The New York Times had a mediocre Pulitzer Prize haul this week, earning one for Breaking News Photography and one by Alissa Rubin for international reporting for her coverage of the harsh treatment of women and girls in Afghanistan. Among the Times selections that didn’t win the prize for editorial writing (though it made the final three) were a package of gun control editorials.
Mark Hemingway at The Weekly Standard eviscerated one particularly ignorant, wildly hyped Times gun-control editorial in that package, while accusing the Pulitzers of “a pathetic attempt to further burnish the reputation of the New York Times.” Hemingway wrote (links in original) under the headline "New York Times Is Pulitzer Finalist for Wildly Inaccurate Gun Editorials":
Now it would be almost impossible to overstate how dreadful and factually challenged the New York Times's recent coverage of the gun debate has been generally, and specifically how bad the editorializing has been....the fact they ended up a Pulitzer finalist would seem to center on one editorial in particular.
In the wake of the San Bernardino terror shooting, the Times ran a front page editorial on the need for sweeping gun control laws. It was the first front page editorial the Times had written since 1920, when they felt similarly compelled to make a drastic statement about the GOP nomination of Warren G. Harding. And speaking of "unrestrained self-praise," the Times was so proud of their editorial daring that they ran a news article elsewhere in the paper highlighting the fact they just ran a front page editorial. Anyway, the Times article was bold in that it was wildly out of step with what the vast majority of Americans think about banning guns:
It is past time to stop talking about halting the spread of firearms, and instead to reduce their number drastically -- eliminating some large categories of weapons and ammunition. … It is possible to define those guns in a clear and effective way and, yes, it would require Americans who own those kinds of weapons to give them up for the good of their fellow citizens."
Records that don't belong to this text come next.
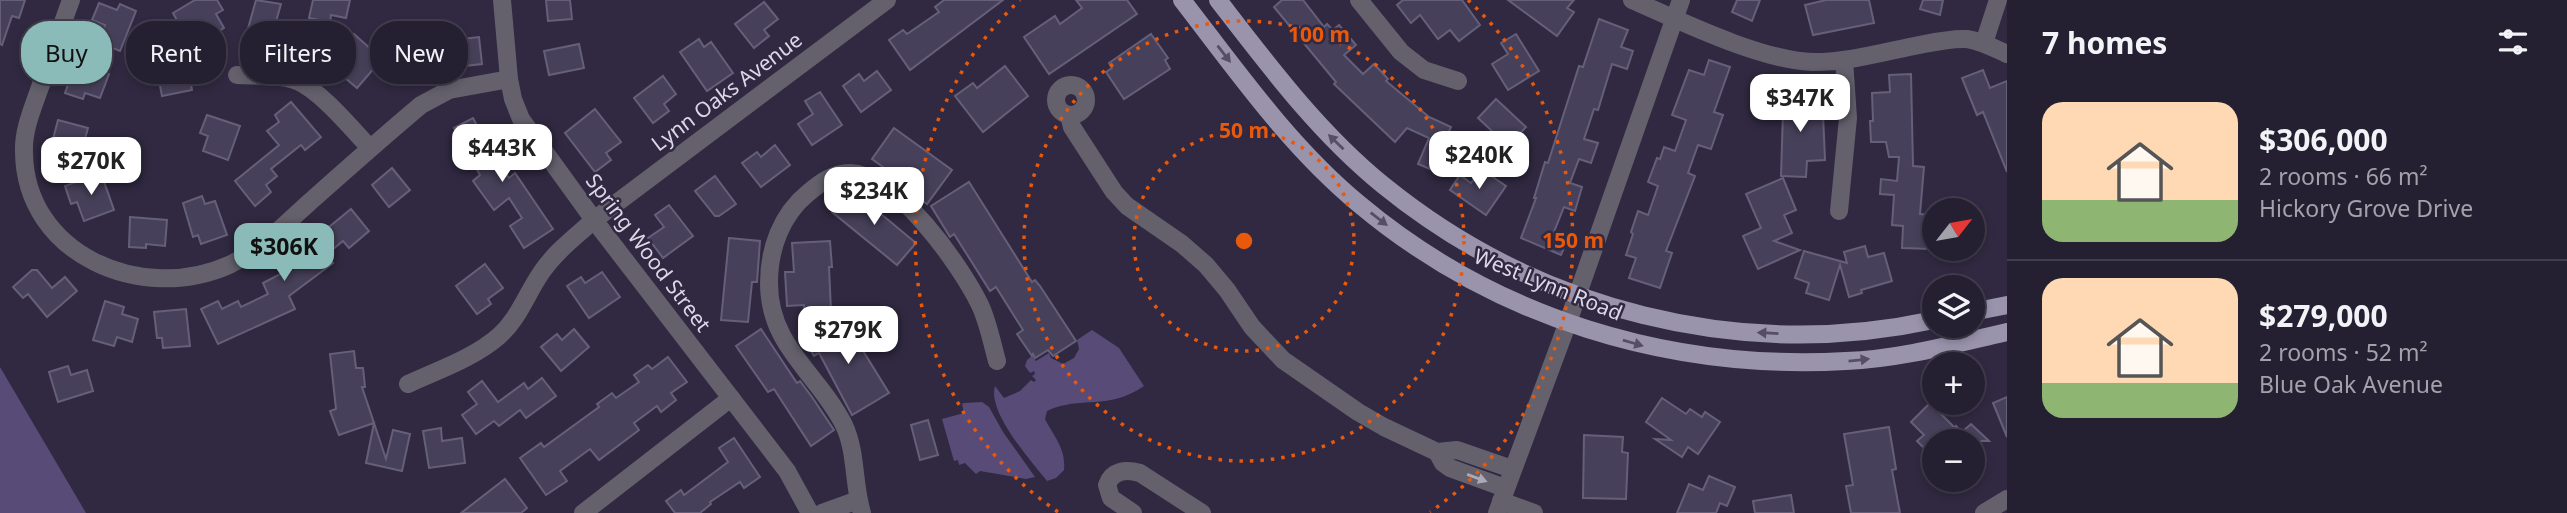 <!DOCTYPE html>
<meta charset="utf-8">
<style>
body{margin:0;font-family:"Noto Sans",sans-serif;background:#302c3d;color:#f1f3f6;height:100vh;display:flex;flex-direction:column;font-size:26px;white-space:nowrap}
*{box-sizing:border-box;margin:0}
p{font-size:23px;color:#a3a2ab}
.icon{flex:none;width:38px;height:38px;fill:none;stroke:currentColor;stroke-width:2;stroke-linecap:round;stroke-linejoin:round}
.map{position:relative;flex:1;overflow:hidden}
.drawer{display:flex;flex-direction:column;background:#241f31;width:560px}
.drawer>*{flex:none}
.top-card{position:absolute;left:21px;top:21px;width:665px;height:63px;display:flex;gap:14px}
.needle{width:46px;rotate:59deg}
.tools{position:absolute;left:1922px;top:198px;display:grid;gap:14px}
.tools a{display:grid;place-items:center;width:63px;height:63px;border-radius:50%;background:#241f31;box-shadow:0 4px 10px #0003,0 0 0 2px #413d4d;font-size:35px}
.price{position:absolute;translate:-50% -60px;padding:0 16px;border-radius:14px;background:#fff;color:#222;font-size:23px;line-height:46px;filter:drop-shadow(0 2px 4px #0008)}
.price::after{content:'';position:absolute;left:50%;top:42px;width:21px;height:16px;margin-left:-10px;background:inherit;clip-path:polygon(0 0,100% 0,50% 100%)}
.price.on{background:#8bbbb9;color:#111}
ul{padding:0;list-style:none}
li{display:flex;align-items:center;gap:21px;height:175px;padding:0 35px}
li+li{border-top:2px solid #413d4d}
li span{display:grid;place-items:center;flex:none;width:196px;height:140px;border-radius:21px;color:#555}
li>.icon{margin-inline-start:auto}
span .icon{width:84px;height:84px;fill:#fffc;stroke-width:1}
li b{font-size:30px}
h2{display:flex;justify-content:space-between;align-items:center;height:84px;padding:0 35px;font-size:30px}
.chip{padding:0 24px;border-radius:28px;background:#241f31;box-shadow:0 4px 10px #0003,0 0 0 2px #413d4d;font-size:24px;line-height:63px}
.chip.on{background:#8bbbb9;color:#111}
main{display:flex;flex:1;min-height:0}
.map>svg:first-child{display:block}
.green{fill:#584b78}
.building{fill:#47405a;stroke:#665f7a;stroke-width:2}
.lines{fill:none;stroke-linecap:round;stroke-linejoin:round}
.minor{stroke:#64616d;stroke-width:18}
.major{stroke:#9993ac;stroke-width:18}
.oneway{fill:#554e66}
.oneway2{fill:#aca8b7}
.ring{fill:none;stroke:#e8590c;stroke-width:3.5;stroke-dasharray:3.5 7}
.labels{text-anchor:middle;stroke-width:5;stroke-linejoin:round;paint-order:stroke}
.street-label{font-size:21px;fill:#dcd8e8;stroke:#302941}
.centre{fill:#e8590c;stroke:#302941;stroke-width:3.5}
.ring-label{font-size:21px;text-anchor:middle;font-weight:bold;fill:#e8590c;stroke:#302941;stroke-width:5;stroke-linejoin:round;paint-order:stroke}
</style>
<main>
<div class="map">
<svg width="2007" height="513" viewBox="0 0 2007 513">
<rect width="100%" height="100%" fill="#302941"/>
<g class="green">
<path d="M1092,330L1119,348L1144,386C1108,411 1081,395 1047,411L1045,419C1054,437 1066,448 1064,470L1056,478L1047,481C1031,461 987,412 995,386L1004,398L1020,391L1031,380L1034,382L1036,380L1032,376L1035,374L1034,371L1030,373L1025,366L1027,360L1032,356L1036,361L1049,353L1051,358L1063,364L1074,358L1079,349L1077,340Z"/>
<polygon points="0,367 86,513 0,513"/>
<polygon points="982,402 989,407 1003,432 1035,477 1026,479 980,471 976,474 965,463 959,465 958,460 954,461 942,419 964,413 962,404 964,403"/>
</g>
<g class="building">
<polygon points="0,0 25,0 19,18 12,16 2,45 0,44"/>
<polygon points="195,0 217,0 223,10 216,14 224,28 209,37 205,30 188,40 173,13"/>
<polygon points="256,0 281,4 271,39 247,32"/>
<polygon points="313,0 350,0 346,18 331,15 330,22 309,18"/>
<polygon points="546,0 570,0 572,19 548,21"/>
<polygon points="944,0 1003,0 910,70 889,40 903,30 907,34 939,12 935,7"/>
<polygon points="1076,0 1127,0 1137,14 1049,74 1024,37 1055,16 1060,24 1082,8"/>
<polygon points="1282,0 1303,0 1324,27 1327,24 1333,30 1339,25 1356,45 1344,55 1363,74 1374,64 1388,79 1386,81 1429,117 1451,127 1445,140 1456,145 1444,175 1418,164 1429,138 1407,128 1395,142 1334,84 1336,82 1274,7"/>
<polygon points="1403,0 1462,0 1480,25 1459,41 1450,30 1438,39 1420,15 1411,23 1397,5"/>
<polygon points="1508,0 1574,0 1567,8 1574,12 1557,36"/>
<polygon points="1737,0 1760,0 1752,21 1732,12"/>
<polygon points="1826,0 1869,0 1874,23 1813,35 1805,5"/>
<polygon points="1923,0 1943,0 1940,15 1920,9"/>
<polygon points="764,2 778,19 764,30 769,36 754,48 735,24"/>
<polygon points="99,3 117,10 120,4 136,11 120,51 98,42 105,25 92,20"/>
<polygon points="1599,19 1628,30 1621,47 1633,51 1627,69 1612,64 1598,110 1594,109 1584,139 1598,143 1591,163 1579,159 1570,183 1582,187 1575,211 1564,207 1554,232 1568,238 1561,255 1521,238 1536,198 1534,198 1545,162 1548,163 1579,66 1583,67"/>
<polygon points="354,34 382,59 357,88 344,77 348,71 334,58"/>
<polygon points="1151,34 1168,58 1165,60 1170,69 1124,99 1106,72 1112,68 1109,63"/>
<polygon points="1516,34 1539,71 1508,90 1492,64 1508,54 1501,43"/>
<polygon points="479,37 482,64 447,68 444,41"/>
<polygon points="699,39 704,47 711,42 733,73 707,91 680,52"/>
<polygon points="579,44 584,68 549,75 544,51"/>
<polygon points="178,54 182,72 189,71 192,90 162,96 155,59"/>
<polygon points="1709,60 1730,67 1714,112 1723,115 1711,149 1698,145 1688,173 1695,176 1666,251 1672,253 1660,288 1629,278 1636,258 1626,255 1633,234 1631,232 1638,211 1648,215 1658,186 1648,182 1657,158 1660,159 1664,147 1675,151 1686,120 1672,115 1689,70 1704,75"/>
<polygon points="76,62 109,74 100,98 85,93 83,99 65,93"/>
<polygon points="1005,66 1028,96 983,132 955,96 973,83 977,88"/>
<polygon points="1983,70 1990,88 2007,81 2007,172 1983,112 1977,115 1962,78"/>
<polygon points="877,71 891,90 861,112 843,86 859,74 864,81"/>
<polygon points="1911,74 1913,166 1924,167 1920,214 1931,215 1931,249 1902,248 1903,226 1892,225 1894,195 1880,194 1881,179 1897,181 1899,157 1889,157 1886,142 1871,142 1870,121 1873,121 1872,93 1890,92 1889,75"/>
<polygon points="663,76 676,94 664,104 669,111 653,123 634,98"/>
<polygon points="820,92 842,125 812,145 798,124 813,114 805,101"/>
<polygon points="1779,93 1811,93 1811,114 1823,114 1825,160 1807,161 1806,177 1781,176 1783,112 1779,112"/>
<polygon points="1496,99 1526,127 1508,146 1478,118"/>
<polygon points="291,102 321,137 305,150 301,145 271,169 277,176 266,185 271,192 255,206 235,181 279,145 267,131 279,122 275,115"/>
<polygon points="595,109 621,142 606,153 611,160 595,172 565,133"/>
<polygon points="207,115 240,126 228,160 203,151 208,136 200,133"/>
<polygon points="473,118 481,133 489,128 499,145 489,151 509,178 515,173 553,229 524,248 510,226 522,218 509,198 494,210 473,181 480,175 454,128"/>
<polygon points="58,120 88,128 83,146 95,150 91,165 70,159 71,155 58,151 61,141 53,139"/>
<polygon points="894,128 952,170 927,204 896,181 898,178 872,159"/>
<polygon points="775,145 790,165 761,187 742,163 757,152 761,157"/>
<polygon points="392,168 410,190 389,207 372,185"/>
<polygon points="1481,169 1506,186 1486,215 1450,190 1460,175 1471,183"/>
<polygon points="101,173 114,210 84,221 77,202 71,204 65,186"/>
<polygon points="715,176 736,204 719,216 715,216 695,191"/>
<polygon points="1783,178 1796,210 1784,215 1792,233 1774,241 1800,250 1758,269 1743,236 1761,228 1746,194"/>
<polygon points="969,182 1032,282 1035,280 1040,286 1076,341 1053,356 1048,350 1035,358 1033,354 1032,356 1017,334 1023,330 996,287 990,291 954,234 950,237 931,206"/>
<polygon points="851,189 916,243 897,265 832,212"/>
<polygon points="202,196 205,204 215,201 227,235 201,244 198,235 193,237 183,203"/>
<polygon points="669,205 693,236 663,258 648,238 664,227 655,215"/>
<polygon points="351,209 369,231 349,248 343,241 326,255 333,263 289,296 295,309 218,344 201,309 218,301 222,309 238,301 241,307 268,294 263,283 292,268 288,262 326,233 324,231"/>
<polygon points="130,217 167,220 165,246 146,244 146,248 129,247"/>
<polygon points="729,238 760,241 757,282 752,282 748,322 721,320"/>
<polygon points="830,241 832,267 829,267 831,311 805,313 804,305 787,306 785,272 794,272 792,243"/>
<polygon points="1865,246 1868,257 1884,253 1892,281 1861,290 1862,293 1849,297 1840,265 1829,300 1806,293 1809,283 1795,278 1804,251 1847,263 1844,252"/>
<polygon points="485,264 503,288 488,299 491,304 477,314 456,286"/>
<polygon points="32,270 37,270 52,288 65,277 77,291 47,317 28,294 23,298 13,287"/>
<polygon points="602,272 620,297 589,318 567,286 581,277 585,283"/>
<polygon points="105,301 124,307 122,314 138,319 132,342 117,337 114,346 93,340"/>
<polygon points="186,309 190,346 163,348 162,338 157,338 154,312"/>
<polygon points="840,320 844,320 889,393 852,415 819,353 814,356 805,341"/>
<polygon points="574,329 589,347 561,371 541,347 557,334 562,340"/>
<polygon points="761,329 797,383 800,381 812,397 834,430 811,446 774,389 768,392 736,346"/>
<polygon points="354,351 356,368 363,368 365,387 362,387 386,459 393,430 410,434 402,471 366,463 374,423 339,435 330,411 336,409 330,354"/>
<polygon points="668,357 687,382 671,393 676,400 661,412 657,406 634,423 639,430 599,460 590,449 560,471 567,481 546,495 520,458 541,443 544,447 599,407 597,404 612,393 616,398 639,382 634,375 648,365 652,369"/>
<polygon points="68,366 71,375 87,370 93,391 58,402 49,372"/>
<polygon points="542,378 556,396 526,418 520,410 499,426 494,421 476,434 462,415 477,404 468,392 482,381 498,402 524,383 528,389"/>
<polygon points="2007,397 2007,437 1993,403"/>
<polygon points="1662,398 1686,414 1690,409 1702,417 1705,412 1720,422 1698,454 1688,447 1682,457 1655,439 1671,440 1646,422"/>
<polygon points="1930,403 1955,428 1956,426 1962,432 1971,424 1989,441 1934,441 1934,458 1917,441 1924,435 1911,422"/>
<polygon points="928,420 938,455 920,460 911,425"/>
<polygon points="1889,427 1896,469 1892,470 1900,513 1851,513 1846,486 1853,485 1844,434"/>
<polygon points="441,428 442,441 462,438 465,463 429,468 423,431"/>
<polygon points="1584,435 1623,437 1622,452 1628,453 1626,499 1583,498"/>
<polygon points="734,438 760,477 744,488 740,482 710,502 711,504 700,513 675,513 666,501 681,490 684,495 728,462 719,448"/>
<polygon points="1709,476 1735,487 1727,506 1720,503 1716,513 1677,513 1689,484 1703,490"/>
<polygon points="505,479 527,508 521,513 461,513"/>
<polygon points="1791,495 1794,513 1755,513 1753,501"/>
</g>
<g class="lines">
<g class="minor">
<path d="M71,0C60,30 50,60 39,90C32,110 23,131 24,152C25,255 142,304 229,265C261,250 286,223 312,200C348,168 384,136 421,105L449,90L509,79"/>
<polyline points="502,0 509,79 513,99 521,119 594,220 787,471 810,513"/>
<polyline points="1359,0 1401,52 1424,70 1458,81"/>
<path d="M1632,0C1680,21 1762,61 1813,62C1849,62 1884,52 1919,45C1934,42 1952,38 1967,39C1981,41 1994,48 2007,54"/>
<polyline points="1984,43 1998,0"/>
<path d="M237,75C256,76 279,74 297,81C321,91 352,129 370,148"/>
<circle cx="1071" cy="100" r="15"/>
<polyline points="1069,115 1072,127 1114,192 1127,206 1182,244 1206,265 1227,290 1252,327 1283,360 1358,412 1384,427 1437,452 1457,450 1512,469"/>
<polyline points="1839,211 1848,118 1844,60"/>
<path d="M408,384C438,370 474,358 499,336C519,318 526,295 541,273C555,252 575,237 594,220L887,0"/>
<polyline points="1437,452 1443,463 1450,468 1505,488"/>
<polyline points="1501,501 1534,513"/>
<polyline points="583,513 731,398"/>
<polyline points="822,513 858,500"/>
<path d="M862,513C853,484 857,453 844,425C818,373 769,347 769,283C769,249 781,215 808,193C820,183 833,173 850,173C897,174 961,266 980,305C988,322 992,343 997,361"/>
<path d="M1133,513L1111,498L1107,485C1112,470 1126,469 1140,473L1202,513"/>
<polyline points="1497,513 1568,322 1681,0"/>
<polyline points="1984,513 2007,499"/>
</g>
<g class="major">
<path d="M1182,0C1237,71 1289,146 1359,204C1495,318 1669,371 1846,361C1900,359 1954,344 2007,332"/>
<path d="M1218,0C1269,66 1318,132 1383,185C1537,310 1739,362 1934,320"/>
<polyline points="1972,312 2007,305"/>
</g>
</g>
<defs><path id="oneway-solid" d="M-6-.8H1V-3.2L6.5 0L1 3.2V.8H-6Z" transform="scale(1.75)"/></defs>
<g class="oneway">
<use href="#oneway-solid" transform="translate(1224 54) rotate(52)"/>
<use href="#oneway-solid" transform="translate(1336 142) rotate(-136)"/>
<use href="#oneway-solid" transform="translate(1379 219) rotate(38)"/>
<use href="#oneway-solid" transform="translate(1768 333) rotate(-177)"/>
<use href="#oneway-solid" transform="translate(1633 343) rotate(16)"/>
<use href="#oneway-solid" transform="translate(1859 360) rotate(-6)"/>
</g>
<use class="oneway2" href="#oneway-solid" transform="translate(1477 478) rotate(20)"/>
<g class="ring">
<circle cx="1244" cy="241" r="110"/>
<circle cx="1244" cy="241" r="220"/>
<path d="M1058 512A329 329 0 0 1 1020 0M1468 0A329 329 0 0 1 1430 512"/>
</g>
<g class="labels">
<g class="street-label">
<text transform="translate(727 92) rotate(-37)" y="7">Lynn Oaks Avenue</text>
<text transform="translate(648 253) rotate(53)" y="7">Spring Wood Street</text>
<text transform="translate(1548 285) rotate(22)" y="7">West Lynn Road</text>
</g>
</g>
<circle cx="1244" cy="241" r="10" class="centre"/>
<g class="ring-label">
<text x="1319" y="42">100 m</text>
<text x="1244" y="138">50 m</text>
<text x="1573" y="248">150 m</text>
</g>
</svg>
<div class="tools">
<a><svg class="needle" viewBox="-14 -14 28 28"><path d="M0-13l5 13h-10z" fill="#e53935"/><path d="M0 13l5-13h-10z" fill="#a3a2ab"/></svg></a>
<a><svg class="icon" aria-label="layers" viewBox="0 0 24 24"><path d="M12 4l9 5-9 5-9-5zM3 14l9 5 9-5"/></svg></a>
<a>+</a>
<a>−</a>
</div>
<b class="price" style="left:1800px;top:134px">$347K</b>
<b class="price" style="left:502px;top:184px">$443K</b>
<b class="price" style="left:1479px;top:191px">$240K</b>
<b class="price" style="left:91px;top:197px">$270K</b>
<b class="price" style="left:874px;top:227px">$234K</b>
<b class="price on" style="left:284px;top:283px">$306K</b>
<b class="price" style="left:848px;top:366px">$279K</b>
<div class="top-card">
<a class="chip on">Buy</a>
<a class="chip">Rent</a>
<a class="chip">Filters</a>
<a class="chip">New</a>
</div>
</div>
<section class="drawer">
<h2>7 homes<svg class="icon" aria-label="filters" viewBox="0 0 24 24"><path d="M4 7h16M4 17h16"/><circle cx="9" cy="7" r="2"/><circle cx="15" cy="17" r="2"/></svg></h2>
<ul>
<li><span style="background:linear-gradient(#ffd9b3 70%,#8fb573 0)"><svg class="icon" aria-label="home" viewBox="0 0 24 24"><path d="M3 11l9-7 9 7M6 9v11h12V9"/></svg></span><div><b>$306,000</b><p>2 rooms · 66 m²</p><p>Hickory Grove Drive</p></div></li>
<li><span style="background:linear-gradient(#ffd9b3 75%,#8fb573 0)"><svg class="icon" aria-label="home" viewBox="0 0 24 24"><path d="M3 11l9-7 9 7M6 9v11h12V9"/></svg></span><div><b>$279,000</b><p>2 rooms · 52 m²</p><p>Blue Oak Avenue</p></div></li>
</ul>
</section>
</main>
As for whether it's "possible to define those guns in a clear and effective way," well, that allegedly simple task proved too much for the Times editorial board. Elsewhere in the editorial they wrote, "Assault weapons were banned for 10 years until Congress, in bipartisan obeisance to the gun lobby, let the law lapse in 2004. As a result, gun manufacturers have been allowed to sell all manner of war weaponry to civilians, including the super destructive .50-caliber sniper rifle, which an 18-year-old can easily buy in many places even where he or she must be 21 to buy a simpler handgun."
The problem here is that bolt action .50-caliber rifles were never banned by the so-called "assault weapons" ban. (And that law had a pretty dubious definition of an "assault weapon" that was easy to circumvent.) So there's a pretty serious factual error. Then in the online version of article, the Times editorial actually linked to a fake news site that falsely claimed California had banned one of the most popular forms of handgun ammunition.
Hemingway also dissected the editorial for hypocritically attacking the GOP for not supporting Obama's proposed ban on gun purchases for people on the "no-fly list." But the terror watch list has many false positives, and Hemingway pointed out that the Times itself editorialized against "'Terror Watch Lists Run Amok'....Yet, a year later the New York Times is editorializing that inclusion on this same list should be grounds for denying constitutionally guaranteed Second Amendment rights."
Hemingway thought the Times was trying to shield Obama by focusing on guns, rather than the December 2015 Islamic terror attack in San Bernardino. Back then Newsbusters also suggested that the Times was using the publicity stunt to change the subject from Islamic terrorism, after 14 were killed and 21 wounded in San Bernardino, Calif. last December.
The paper's December 2015 front-page editorial, titled "The Gun Epidemic," called for new legislation to fight not Islamic terror, but the Second Amendment, calling U.S. gun laws a "national disgrace" in the paper's first front-page editorial since 1920 (as the self-impressed Times informed us). California already has some of the most restrictive gun laws in the nation, but you didn’t read that in the editorial. The Times even dipped its oar into the same slime that its anti-prayer cohorts at the New York Daily News had previously done:
It is a moral outrage and a national disgrace that civilians can legally purchase weapons designed specifically to kill people with brutal speed and efficiency. These are weapons of war, barely modified and deliberately marketed as tools of macho vigilantism and even insurrection. America’s elected leaders offer prayers for gun victims and then, callously and without fear of consequence, reject the most basic restrictions on weapons of mass killing, as they did on Thursday. They distract us with arguments about the word terrorism. Let’s be clear: These spree killings are all, in their own ways, acts of terrorism.
The Times' bottom line resembled Australia-style gun confiscation:
Certain kinds of weapons, like the slightly modified combat rifles used in California, and certain kinds of ammunition, must be outlawed for civilian ownership. It is possible to define those guns in a clear and effective way and, yes, it would require Americans who own those kinds of weapons to give them up for the good of their fellow citizens.